[Start of Attachment]

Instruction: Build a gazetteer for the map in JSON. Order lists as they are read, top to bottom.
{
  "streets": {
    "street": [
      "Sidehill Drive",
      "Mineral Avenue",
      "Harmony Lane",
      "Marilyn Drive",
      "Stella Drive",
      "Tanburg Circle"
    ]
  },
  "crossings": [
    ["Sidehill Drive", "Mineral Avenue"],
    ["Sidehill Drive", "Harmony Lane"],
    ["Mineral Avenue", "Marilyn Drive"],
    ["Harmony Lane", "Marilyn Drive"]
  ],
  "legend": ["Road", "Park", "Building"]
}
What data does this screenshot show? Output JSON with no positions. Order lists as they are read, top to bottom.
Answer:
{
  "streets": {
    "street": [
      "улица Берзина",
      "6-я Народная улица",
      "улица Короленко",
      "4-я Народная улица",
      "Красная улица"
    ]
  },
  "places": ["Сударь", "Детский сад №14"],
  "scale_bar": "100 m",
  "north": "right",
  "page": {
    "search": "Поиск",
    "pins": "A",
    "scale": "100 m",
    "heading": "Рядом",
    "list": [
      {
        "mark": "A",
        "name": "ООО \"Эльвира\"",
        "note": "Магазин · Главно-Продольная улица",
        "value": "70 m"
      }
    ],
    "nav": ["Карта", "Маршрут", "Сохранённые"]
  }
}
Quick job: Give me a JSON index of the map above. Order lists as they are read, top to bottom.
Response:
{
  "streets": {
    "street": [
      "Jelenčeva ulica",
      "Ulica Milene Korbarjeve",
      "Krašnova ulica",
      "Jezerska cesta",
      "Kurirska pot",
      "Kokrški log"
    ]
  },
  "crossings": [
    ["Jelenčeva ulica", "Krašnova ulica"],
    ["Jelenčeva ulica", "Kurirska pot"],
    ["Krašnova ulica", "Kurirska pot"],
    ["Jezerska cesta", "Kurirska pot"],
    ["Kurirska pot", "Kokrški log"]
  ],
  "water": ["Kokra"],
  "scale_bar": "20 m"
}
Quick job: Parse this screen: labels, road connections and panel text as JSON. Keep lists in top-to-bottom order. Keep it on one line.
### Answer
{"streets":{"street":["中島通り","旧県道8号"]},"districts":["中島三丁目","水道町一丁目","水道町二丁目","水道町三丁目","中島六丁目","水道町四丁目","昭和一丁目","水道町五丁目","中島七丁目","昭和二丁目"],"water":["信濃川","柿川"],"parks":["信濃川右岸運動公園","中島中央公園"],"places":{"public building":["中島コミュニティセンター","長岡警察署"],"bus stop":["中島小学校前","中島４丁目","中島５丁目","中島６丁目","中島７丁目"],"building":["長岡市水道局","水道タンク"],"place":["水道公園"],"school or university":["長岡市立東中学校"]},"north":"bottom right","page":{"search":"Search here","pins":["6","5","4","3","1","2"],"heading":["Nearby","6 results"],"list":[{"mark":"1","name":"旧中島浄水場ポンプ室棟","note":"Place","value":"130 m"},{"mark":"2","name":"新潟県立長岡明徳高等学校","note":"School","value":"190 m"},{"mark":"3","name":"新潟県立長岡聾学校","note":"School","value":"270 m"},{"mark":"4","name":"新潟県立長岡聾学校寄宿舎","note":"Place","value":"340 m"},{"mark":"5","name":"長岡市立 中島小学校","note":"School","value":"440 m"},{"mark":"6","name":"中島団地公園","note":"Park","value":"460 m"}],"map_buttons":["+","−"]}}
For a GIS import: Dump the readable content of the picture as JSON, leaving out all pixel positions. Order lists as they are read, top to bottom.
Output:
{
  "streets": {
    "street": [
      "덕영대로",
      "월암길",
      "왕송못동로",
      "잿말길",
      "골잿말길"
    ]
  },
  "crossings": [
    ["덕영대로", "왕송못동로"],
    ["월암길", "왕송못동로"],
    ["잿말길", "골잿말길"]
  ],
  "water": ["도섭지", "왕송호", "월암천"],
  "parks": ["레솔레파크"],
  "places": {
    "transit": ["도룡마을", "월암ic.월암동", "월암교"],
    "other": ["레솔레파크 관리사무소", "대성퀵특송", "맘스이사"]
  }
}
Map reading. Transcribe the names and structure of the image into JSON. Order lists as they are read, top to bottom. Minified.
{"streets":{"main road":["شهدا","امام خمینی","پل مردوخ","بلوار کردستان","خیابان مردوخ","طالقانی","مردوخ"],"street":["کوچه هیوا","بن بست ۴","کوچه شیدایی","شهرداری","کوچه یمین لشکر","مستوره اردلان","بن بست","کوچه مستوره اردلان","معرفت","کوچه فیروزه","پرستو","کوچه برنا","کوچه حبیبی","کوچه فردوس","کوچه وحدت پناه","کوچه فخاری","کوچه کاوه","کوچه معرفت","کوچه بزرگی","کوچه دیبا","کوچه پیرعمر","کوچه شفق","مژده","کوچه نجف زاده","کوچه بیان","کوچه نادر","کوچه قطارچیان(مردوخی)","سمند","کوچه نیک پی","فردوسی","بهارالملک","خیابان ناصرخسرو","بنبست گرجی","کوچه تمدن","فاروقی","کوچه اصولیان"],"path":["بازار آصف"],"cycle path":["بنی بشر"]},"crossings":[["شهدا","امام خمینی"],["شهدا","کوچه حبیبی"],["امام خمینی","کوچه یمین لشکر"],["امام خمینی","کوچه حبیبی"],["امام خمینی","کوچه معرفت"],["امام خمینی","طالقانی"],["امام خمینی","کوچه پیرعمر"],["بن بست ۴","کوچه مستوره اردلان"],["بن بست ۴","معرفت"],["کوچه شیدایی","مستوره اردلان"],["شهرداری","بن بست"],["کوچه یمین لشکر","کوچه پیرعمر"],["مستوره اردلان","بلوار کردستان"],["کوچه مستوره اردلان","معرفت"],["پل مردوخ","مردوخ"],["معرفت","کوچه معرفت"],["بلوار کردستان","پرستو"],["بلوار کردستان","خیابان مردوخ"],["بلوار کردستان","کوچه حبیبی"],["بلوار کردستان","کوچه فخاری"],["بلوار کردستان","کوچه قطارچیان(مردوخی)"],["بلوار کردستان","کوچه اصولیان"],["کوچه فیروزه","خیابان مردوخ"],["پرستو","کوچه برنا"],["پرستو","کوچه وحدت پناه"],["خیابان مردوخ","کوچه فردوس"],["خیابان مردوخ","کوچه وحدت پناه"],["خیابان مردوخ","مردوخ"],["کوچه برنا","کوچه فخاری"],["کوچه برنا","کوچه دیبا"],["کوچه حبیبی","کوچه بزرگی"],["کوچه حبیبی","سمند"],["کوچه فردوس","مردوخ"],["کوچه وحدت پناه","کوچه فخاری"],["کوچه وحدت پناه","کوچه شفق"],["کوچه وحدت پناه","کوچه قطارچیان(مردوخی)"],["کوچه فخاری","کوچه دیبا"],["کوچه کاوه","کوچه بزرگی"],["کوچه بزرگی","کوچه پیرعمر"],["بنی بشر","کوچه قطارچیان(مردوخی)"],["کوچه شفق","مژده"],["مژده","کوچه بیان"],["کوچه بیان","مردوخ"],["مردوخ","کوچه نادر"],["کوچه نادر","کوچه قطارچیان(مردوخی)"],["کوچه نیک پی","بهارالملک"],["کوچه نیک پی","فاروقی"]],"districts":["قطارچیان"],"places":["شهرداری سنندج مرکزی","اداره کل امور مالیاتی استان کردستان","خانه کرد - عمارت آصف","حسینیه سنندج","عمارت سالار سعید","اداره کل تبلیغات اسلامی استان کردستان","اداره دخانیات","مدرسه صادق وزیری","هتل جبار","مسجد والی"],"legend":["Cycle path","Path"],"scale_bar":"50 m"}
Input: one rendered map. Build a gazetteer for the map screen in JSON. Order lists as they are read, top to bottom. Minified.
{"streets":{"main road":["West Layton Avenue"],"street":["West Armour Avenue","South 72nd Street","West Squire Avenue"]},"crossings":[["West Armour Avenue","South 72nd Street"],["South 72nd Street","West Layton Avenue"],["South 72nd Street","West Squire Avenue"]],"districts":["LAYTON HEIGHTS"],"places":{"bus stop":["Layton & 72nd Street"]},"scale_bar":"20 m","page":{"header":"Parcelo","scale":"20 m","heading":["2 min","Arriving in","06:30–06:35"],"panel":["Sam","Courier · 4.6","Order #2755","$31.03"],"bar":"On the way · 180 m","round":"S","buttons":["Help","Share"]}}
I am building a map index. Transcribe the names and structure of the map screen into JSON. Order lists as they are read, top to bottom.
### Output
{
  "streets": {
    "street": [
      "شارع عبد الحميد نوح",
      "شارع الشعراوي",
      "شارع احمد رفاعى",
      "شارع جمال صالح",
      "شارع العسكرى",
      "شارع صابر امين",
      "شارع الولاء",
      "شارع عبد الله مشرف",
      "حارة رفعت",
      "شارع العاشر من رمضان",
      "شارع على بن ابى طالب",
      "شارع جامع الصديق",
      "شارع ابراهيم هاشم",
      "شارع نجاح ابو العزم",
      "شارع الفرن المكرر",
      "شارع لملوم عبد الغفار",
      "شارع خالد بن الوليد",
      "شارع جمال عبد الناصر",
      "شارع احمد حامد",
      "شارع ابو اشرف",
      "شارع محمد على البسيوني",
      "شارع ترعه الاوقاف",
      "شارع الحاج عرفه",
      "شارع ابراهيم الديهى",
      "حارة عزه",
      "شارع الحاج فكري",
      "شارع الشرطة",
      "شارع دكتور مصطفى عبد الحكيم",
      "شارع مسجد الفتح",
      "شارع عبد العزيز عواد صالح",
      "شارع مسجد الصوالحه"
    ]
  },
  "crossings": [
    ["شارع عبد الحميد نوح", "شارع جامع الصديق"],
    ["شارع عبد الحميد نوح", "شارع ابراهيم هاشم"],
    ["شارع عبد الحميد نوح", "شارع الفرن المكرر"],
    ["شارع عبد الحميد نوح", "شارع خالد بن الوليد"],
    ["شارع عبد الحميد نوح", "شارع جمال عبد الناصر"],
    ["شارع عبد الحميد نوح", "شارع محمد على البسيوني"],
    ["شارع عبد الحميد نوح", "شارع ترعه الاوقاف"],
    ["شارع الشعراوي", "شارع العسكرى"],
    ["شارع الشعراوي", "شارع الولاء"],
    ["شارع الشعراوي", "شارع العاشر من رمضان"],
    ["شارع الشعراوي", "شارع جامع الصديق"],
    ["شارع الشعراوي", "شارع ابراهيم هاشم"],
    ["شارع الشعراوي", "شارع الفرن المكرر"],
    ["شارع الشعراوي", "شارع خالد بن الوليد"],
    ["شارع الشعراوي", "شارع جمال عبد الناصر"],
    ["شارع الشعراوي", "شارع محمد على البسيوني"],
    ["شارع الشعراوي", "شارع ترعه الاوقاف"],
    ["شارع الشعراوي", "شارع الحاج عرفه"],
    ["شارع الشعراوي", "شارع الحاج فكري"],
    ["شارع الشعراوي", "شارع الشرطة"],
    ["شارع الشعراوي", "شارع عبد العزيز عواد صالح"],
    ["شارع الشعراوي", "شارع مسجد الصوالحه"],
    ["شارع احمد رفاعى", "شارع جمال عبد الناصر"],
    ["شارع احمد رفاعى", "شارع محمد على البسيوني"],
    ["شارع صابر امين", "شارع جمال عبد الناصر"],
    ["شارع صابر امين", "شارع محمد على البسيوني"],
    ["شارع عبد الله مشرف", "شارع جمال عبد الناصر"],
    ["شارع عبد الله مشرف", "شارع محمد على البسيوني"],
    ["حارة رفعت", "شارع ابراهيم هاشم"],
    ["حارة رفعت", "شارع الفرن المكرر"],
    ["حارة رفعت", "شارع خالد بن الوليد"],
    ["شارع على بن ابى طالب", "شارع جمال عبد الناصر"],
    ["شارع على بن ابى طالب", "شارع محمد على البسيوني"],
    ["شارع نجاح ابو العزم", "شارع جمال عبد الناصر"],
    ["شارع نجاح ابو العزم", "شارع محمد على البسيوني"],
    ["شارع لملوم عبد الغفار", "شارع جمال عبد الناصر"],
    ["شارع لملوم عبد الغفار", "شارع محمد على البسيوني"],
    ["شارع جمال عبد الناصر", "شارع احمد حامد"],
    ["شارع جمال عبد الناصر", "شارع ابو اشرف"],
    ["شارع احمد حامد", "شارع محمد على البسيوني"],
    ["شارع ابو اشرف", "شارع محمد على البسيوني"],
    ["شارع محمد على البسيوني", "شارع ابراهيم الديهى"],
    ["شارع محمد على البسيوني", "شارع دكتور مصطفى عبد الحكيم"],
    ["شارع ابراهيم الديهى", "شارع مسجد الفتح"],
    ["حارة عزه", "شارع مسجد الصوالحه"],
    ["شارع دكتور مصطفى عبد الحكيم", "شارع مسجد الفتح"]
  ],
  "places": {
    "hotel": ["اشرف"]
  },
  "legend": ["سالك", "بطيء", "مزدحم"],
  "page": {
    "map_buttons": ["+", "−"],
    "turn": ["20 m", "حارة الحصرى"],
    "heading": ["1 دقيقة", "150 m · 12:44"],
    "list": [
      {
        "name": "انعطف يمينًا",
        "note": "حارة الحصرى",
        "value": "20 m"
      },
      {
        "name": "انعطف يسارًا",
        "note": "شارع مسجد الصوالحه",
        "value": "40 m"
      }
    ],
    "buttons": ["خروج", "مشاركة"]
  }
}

[End of Attachment]

**Exercise objective**
An exact repetition of the material above is required, from its first line through the line holding "What data does", with nothing added.

**Output for this task**
Instruction: Build a gazetteer for the map in JSON. Order lists as they are read, top to bottom.
{
  "streets": {
    "street": [
      "Sidehill Drive",
      "Mineral Avenue",
      "Harmony Lane",
      "Marilyn Drive",
      "Stella Drive",
      "Tanburg Circle"
    ]
  },
  "crossings": [
    ["Sidehill Drive", "Mineral Avenue"],
    ["Sidehill Drive", "Harmony Lane"],
    ["Mineral Avenue", "Marilyn Drive"],
    ["Harmony Lane", "Marilyn Drive"]
  ],
  "legend": ["Road", "Park", "Building"]
}
What data does this screenshot show? Output JSON with no positions. Order lists as they are read, top to bottom.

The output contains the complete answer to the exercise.